━━ Working data ━━
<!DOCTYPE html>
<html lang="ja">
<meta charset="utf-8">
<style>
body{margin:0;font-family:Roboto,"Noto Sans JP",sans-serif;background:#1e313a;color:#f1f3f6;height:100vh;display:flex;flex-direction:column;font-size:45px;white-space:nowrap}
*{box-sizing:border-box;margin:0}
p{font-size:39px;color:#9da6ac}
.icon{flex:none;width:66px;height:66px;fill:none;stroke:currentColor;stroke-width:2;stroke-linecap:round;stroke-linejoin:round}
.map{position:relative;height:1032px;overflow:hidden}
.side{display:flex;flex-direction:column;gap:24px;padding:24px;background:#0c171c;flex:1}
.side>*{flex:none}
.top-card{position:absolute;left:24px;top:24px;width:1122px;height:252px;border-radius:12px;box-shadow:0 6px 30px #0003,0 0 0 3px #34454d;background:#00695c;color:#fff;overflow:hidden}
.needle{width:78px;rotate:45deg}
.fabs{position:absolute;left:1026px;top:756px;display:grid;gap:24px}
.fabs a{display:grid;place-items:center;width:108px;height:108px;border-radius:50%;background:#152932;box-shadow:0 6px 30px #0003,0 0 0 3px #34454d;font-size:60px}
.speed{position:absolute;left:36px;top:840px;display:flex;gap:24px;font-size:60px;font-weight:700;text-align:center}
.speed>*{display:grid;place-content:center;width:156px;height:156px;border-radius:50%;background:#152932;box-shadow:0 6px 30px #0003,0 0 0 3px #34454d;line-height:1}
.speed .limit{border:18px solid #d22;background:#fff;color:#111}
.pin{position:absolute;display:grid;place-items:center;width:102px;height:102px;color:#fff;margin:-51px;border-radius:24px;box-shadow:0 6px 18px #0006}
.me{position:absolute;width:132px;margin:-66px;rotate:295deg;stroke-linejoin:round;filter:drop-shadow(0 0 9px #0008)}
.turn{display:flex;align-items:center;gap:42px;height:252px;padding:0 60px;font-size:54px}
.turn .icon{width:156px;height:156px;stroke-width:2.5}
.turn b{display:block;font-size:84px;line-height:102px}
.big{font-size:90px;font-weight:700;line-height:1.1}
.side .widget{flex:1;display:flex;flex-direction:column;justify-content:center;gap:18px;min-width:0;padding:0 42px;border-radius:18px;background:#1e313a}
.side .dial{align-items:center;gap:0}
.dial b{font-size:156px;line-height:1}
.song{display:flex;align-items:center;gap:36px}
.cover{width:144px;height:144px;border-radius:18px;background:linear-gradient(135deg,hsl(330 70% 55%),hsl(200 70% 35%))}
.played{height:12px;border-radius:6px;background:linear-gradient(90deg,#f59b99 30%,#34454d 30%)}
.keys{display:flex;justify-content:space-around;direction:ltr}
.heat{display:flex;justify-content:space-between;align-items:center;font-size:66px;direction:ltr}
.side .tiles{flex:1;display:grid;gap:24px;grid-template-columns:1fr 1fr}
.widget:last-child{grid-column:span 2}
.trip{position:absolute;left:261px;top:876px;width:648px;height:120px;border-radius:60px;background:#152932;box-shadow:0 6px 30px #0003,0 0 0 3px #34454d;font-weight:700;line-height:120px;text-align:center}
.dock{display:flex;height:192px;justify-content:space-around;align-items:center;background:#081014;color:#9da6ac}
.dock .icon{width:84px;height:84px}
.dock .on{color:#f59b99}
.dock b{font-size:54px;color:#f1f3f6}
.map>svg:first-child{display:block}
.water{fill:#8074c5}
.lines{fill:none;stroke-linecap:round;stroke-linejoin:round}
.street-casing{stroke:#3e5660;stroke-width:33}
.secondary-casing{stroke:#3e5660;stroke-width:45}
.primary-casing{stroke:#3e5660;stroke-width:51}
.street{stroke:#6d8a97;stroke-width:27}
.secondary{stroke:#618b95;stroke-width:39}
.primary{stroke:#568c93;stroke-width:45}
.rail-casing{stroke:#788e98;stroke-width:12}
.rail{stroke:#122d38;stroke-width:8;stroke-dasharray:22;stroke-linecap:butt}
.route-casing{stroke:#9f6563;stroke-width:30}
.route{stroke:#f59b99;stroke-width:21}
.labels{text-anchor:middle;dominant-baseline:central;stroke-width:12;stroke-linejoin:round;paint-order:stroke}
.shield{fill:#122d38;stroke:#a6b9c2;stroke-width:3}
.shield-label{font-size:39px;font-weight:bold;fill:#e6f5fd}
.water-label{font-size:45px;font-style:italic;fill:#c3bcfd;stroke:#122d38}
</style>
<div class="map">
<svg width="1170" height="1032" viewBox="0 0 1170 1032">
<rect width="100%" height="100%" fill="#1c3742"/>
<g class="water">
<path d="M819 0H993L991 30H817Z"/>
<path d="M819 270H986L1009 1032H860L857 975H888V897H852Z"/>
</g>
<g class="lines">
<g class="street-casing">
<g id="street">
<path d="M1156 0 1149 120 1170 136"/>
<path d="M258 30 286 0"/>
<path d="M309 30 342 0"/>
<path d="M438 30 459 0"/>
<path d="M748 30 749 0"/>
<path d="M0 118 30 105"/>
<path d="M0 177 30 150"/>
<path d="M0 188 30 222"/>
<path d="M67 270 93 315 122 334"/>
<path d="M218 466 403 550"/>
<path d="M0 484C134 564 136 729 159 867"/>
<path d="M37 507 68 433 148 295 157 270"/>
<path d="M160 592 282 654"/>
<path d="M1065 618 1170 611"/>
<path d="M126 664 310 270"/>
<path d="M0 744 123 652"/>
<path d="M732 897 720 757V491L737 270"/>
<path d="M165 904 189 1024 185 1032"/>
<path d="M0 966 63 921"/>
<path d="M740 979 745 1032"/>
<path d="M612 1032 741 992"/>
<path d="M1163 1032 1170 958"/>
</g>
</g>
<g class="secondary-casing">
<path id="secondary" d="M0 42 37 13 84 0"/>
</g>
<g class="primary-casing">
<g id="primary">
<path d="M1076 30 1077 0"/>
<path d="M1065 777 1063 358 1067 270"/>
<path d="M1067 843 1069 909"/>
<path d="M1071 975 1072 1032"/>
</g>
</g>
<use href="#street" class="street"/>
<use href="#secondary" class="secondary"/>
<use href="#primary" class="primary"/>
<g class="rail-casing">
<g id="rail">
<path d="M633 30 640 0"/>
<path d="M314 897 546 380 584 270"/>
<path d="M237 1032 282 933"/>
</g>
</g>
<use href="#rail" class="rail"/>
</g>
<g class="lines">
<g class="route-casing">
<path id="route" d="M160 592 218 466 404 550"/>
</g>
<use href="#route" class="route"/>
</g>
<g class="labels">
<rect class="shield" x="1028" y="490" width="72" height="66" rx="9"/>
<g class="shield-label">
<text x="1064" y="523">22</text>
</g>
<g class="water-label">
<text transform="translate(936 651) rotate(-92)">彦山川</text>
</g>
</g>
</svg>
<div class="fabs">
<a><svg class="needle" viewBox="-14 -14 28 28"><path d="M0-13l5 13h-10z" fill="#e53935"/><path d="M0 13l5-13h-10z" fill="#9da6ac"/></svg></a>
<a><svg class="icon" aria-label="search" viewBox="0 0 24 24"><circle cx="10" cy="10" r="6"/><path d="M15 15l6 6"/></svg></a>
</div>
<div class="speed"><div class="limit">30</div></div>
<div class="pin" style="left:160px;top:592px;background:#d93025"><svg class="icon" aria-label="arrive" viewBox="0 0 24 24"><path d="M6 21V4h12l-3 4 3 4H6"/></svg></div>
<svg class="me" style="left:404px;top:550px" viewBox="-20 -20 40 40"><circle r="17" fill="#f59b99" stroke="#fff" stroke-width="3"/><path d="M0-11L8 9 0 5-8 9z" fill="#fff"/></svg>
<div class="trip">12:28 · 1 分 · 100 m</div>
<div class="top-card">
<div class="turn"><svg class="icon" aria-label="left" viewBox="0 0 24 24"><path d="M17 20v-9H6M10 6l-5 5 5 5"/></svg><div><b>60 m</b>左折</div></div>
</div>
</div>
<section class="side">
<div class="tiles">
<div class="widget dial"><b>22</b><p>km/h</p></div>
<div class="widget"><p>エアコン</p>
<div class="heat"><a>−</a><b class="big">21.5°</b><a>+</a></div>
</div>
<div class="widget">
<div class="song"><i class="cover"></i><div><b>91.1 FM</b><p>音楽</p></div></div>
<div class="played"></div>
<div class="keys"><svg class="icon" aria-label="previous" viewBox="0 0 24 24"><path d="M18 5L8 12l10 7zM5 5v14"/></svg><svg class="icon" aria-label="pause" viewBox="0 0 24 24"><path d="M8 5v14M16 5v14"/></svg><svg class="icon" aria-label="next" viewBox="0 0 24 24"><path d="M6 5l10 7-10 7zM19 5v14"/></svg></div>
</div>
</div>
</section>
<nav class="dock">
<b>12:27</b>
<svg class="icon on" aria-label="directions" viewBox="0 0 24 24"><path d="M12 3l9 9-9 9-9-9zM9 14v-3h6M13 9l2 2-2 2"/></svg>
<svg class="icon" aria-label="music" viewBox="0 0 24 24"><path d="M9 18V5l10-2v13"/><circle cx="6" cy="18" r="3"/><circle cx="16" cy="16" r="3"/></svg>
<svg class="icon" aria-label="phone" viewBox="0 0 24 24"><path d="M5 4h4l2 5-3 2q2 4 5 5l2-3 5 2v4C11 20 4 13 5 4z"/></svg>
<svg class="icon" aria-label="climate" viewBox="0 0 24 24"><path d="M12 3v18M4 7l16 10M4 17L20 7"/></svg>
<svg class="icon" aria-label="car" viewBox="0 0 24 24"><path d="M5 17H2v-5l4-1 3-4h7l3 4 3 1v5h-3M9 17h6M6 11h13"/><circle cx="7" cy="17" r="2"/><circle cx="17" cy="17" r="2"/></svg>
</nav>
━━━
What the exercise asks:
Using the records above, find and show each line with the string "keys".

Result below:
.keys{display:flex;justify-content:space-around;direction:ltr}
<div class="keys"><svg class="icon" aria-label="previous" viewBox="0 0 24 24"><path d="M18 5L8 12l10 7zM5 5v14"/></svg><svg class="icon" aria-label="pause" viewBox="0 0 24 24"><path d="M8 5v14M16 5v14"/></svg><svg class="icon" aria-label="next" viewBox="0 0 24 24"><path d="M6 5l10 7-10 7zM19 5v14"/></svg></div>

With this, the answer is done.